◆ TO DO: From the listing below, copy each line that holds "width".
DATA SUPPLIED Block Start
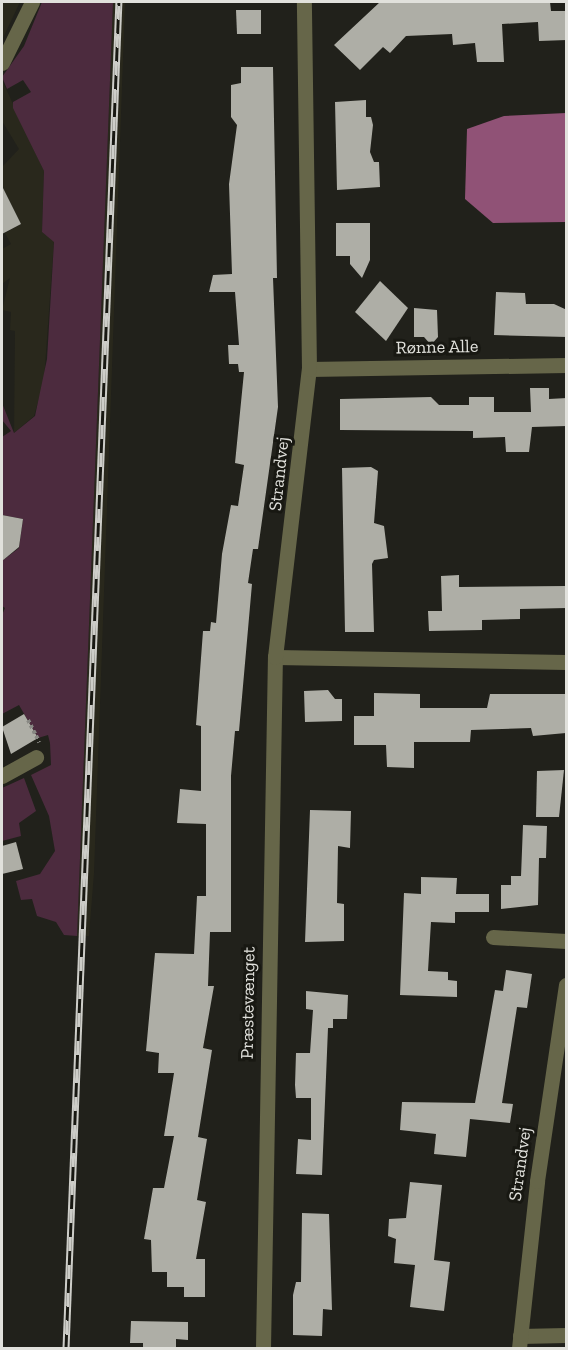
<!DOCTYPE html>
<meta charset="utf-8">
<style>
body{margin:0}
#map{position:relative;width:568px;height:1350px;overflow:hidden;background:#21211b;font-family:"Zilla Slab",serif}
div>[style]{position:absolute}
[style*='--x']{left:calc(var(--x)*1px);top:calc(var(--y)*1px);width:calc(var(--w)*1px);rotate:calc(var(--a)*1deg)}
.built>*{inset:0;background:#29281c}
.green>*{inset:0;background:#4c2b3e}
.water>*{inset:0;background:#905276}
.building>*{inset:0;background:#aeaea6}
.path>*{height:4px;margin-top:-2px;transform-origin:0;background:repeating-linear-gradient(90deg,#898984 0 3px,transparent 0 6px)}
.minor>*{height:15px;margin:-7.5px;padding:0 7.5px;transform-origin:7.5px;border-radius:7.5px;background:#666649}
.rail>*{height:7px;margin-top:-3.5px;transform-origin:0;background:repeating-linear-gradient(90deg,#181812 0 14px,#cdcdc8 0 28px);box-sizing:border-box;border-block:2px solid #cdcdc8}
span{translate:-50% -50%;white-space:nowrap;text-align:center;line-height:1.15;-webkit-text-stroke:6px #181812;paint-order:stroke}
.street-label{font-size:18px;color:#e1e1dc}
.frame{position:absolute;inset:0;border:3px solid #e1e1dc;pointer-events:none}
</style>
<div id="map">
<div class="built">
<div style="clip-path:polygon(2px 2px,20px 2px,2px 40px)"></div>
<div style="clip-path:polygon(113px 2px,125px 2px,94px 873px,89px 936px,77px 936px)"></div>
<div style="clip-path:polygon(2px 80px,44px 171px,42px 232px,54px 241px,44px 380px,34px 416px,14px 433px,15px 331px,10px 330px,11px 312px,2px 310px,10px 278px,2px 284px,2px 249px,11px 244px,5px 233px,21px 224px,2px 186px,2px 167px,19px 149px,2px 121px)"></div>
</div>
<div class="green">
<div style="clip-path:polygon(42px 2px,113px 2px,77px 936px,64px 935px,56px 922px,37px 916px,32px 899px,21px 900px,16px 881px,40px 874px,55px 851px,49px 816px,31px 775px,51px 765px,50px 743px,48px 735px,38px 738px,19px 705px,2px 714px,2px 615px,5px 608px,2px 606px,2px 561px,19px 548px,23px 519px,2px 515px,2px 437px,11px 431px,2px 420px,2px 403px,14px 433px,35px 416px,47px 359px,54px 242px,42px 232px,44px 171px,13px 108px,13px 102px,31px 92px,23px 80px,7px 89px,2px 77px,24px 46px)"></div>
<div style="clip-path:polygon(24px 778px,36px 811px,19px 823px,21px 836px,2px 841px,2px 788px)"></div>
</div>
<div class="water">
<div style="clip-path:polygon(566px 113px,566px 222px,493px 223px,465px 199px,467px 129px,504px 116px)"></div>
</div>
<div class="building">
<div style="clip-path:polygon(380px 2px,550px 2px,551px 11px,567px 11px,567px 40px,539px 41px,538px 22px,502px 24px,504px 62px,477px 62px,475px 43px,453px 45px,452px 34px,406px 36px,390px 53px,383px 47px,360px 70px,334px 45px)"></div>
<div style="clip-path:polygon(236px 10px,261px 10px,261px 34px,237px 34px)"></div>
<div style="clip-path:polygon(241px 67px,273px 67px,277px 278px,273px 278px,278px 407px,258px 549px,253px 549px,248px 583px,252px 584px,239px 731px,235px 731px,231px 776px,231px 932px,210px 932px,208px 986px,214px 986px,203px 1048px,212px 1050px,198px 1137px,207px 1139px,197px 1200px,206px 1202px,196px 1259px,205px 1259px,205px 1297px,184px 1297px,184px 1287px,167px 1287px,167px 1272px,152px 1272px,151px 1240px,144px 1239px,153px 1188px,164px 1188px,174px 1136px,164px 1136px,174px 1073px,158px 1073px,159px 1053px,146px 1051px,155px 953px,194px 954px,197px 896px,206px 896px,206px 824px,177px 823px,180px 789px,201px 791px,201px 726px,196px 725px,203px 631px,210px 631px,211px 622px,216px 623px,222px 554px,231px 505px,238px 506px,244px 465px,235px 463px,244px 372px,239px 372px,238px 364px,229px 364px,228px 345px,239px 345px,235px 292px,209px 292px,213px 275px,232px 274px,229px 184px,237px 125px,231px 117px,231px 85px,241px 83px)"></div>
<div style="clip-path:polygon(366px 100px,366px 117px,371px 117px,373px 125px,370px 152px,374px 162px,379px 162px,380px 187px,337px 190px,335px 102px)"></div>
<div style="clip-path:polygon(2px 186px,21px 224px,2px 234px)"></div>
<div style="clip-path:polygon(336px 223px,370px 223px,370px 260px,362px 278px,350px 264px,350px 256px,336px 256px)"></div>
<div style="clip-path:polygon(380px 281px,408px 308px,386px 341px,355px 312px)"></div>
<div style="clip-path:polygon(496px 292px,525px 293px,526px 304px,554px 304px,567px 310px,567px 337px,494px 335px)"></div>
<div style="clip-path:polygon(414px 308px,437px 310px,438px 337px,431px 345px,424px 337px,414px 337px)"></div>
<div style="clip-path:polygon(530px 388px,549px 388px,549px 399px,567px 398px,567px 426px,532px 427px,529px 452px,506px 452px,505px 437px,473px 438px,473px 431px,340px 430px,340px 399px,431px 397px,439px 405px,469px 405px,469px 397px,494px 397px,494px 412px,531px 412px)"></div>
<div style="clip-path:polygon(371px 467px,378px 471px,374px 523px,384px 526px,388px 558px,374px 560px,372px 564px,374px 632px,345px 632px,342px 468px)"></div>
<div style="clip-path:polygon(2px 515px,23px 519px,19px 547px,2px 561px)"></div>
<div style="clip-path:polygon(459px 575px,459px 587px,567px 586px,567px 608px,520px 609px,520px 619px,482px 620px,482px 630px,429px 631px,428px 611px,442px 611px,441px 576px)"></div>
<div style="clip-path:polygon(328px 690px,335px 699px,342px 699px,342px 721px,305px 722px,304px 691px)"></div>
<div style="clip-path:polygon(374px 693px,420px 694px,420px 708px,487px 708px,490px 694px,565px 694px,566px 733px,533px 736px,531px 728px,471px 730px,470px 742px,414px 742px,414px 768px,387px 767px,386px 745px,354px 745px,354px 716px,374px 716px)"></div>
<div style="clip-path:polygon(24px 714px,38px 738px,11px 754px,2px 727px)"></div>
<div style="clip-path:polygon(564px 770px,559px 817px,536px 817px,537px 771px)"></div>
<div style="clip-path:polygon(310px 810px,351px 811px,350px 848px,338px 846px,337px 903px,344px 904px,344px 941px,305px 942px)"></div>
<div style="clip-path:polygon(523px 825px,547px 826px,546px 858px,539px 858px,538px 905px,501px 909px,501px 885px,511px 885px,511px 876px,521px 876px)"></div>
<div style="clip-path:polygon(16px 842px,23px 869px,2px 874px,2px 846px)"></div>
<div style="clip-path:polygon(421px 877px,457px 878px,456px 894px,489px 894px,489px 912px,455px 912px,455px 923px,431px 922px,428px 971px,448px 972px,448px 980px,457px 981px,457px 997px,400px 995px,404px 893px,421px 894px)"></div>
<div style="clip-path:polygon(506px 970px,532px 974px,527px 1008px,517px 1007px,502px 1103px,513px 1104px,510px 1123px,470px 1119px,466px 1157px,434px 1154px,436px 1134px,400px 1130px,402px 1102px,475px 1103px,495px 990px,503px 991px)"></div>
<div style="clip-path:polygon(306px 991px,348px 995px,347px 1019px,333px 1019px,333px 1028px,328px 1028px,322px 1175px,296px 1174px,298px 1139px,311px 1140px,311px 1098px,296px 1098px,295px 1085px,296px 1053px,310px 1053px,313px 1010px,306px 1009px)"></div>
<div style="clip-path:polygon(410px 1182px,442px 1185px,434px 1260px,450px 1262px,444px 1311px,410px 1307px,415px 1265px,394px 1263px,396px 1239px,388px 1236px,389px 1219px,406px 1218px)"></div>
<div style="clip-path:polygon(302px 1213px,329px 1214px,332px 1310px,323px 1309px,322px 1336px,293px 1335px,293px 1295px,296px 1282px,301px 1282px)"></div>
<div style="clip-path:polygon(131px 1321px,188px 1322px,188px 1340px,176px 1339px,176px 1348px,143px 1348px,143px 1343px,130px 1343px)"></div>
</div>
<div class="path">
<div style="--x:28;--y:720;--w:25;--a:63"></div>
</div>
<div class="minor">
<div style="--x:2;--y:63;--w:68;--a:-63.8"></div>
<div style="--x:309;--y:369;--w:257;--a:-0.9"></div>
<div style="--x:275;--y:657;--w:291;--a:1"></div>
<div style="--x:2;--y:776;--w:39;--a:-29"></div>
<div style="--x:493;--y:937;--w:73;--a:3.1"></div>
<div style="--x:520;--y:1336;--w:46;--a:-1.2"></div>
<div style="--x:263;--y:1348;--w:691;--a:-89.01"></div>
<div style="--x:275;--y:657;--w:290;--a:-83.3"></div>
<div style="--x:309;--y:369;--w:367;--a:-90.8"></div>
<div style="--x:519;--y:1348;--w:168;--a:-83.8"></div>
<div style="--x:537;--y:1181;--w:198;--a:-81.6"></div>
</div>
<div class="rail">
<div style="--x:66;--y:1348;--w:1347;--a:-87.75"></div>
</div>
<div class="street-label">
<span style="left:437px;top:347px;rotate:-1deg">Rønne Alle</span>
<span style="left:279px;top:474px;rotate:-84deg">Strandvej</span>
<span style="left:248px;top:1003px;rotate:-89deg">Præstevænget</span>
<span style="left:520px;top:1164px;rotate:-82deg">Strandvej</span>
</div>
<div class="frame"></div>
</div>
DATA SUPPLIED Block End
◆ FINISHED TASK:
#map{position:relative;width:568px;height:1350px;overflow:hidden;background:#21211b;font-family:"Zilla Slab",serif}
[style*='--x']{left:calc(var(--x)*1px);top:calc(var(--y)*1px);width:calc(var(--w)*1px);rotate:calc(var(--a)*1deg)}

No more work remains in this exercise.